▶ Task item
Exactly reproduce the lines from the line containing "Input: one rendered" to the end of the data below, inclusive, and nothing else.

Collected data entries
════
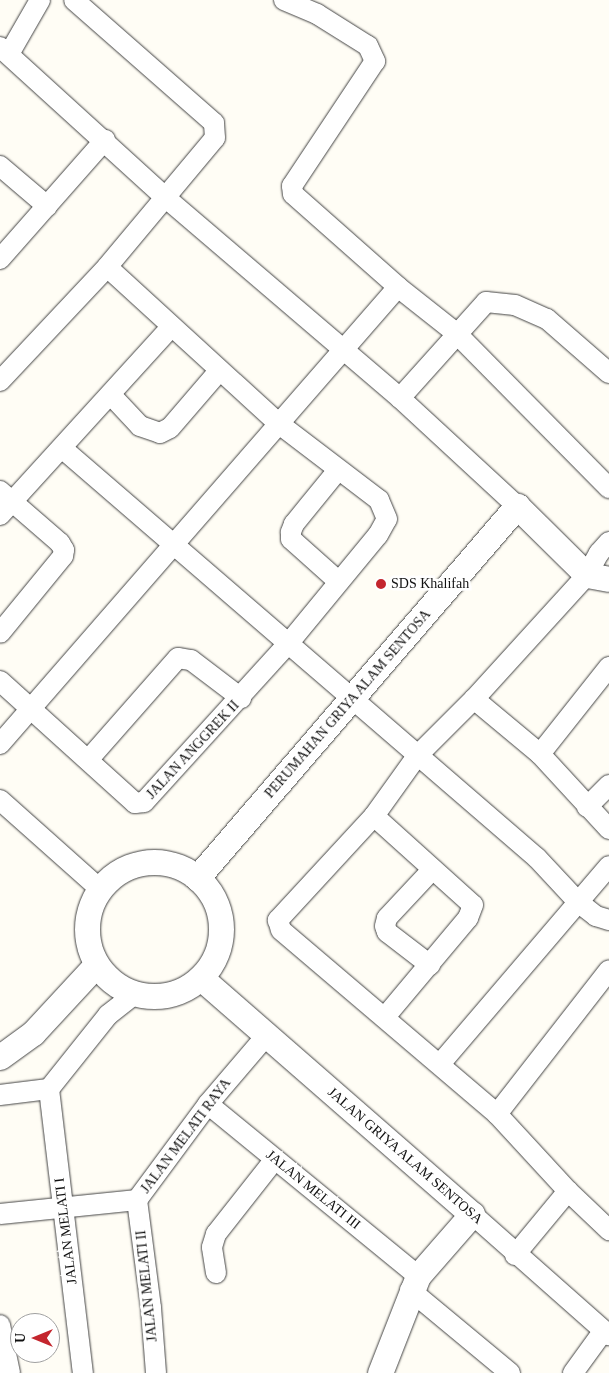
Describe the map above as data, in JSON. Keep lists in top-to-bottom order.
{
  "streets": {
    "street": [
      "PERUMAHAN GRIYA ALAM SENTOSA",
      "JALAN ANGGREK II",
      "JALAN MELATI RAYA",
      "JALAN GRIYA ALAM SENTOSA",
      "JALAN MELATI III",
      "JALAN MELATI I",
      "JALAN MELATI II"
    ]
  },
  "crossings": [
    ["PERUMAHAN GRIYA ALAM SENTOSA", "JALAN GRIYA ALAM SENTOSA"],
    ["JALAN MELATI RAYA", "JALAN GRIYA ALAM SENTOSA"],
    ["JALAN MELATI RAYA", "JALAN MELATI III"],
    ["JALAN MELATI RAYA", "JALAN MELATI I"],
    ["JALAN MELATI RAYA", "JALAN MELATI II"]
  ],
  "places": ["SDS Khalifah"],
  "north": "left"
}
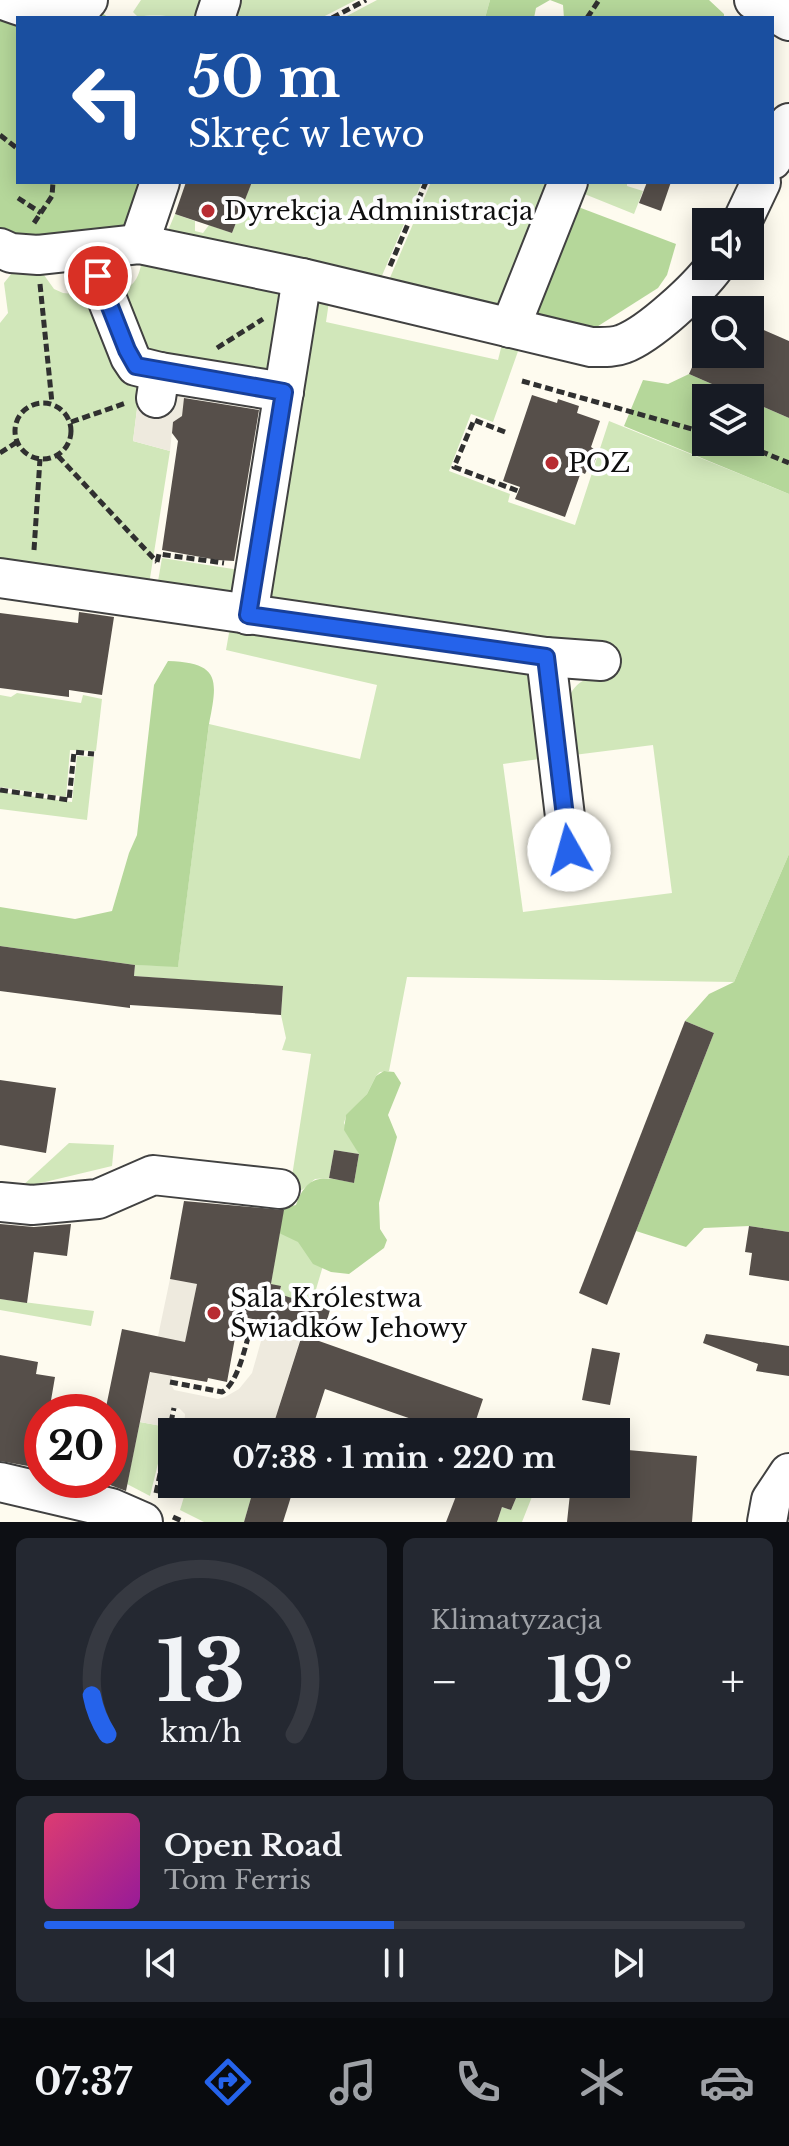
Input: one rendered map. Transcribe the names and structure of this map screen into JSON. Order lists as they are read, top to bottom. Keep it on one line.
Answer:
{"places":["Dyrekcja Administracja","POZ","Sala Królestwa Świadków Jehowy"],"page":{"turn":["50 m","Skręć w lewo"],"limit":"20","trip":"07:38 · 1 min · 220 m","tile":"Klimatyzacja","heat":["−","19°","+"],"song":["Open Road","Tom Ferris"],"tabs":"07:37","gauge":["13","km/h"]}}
════
▶ Output of the task
Input: one rendered map. Transcribe the names and structure of this map screen into JSON. Order lists as they are read, top to bottom. Keep it on one line.
Answer:
{"places":["Dyrekcja Administracja","POZ","Sala Królestwa Świadków Jehowy"],"page":{"turn":["50 m","Skręć w lewo"],"limit":"20","trip":"07:38 · 1 min · 220 m","tile":"Klimatyzacja","heat":["−","19°","+"],"song":["Open Road","Tom Ferris"],"tabs":"07:37","gauge":["13","km/h"]}}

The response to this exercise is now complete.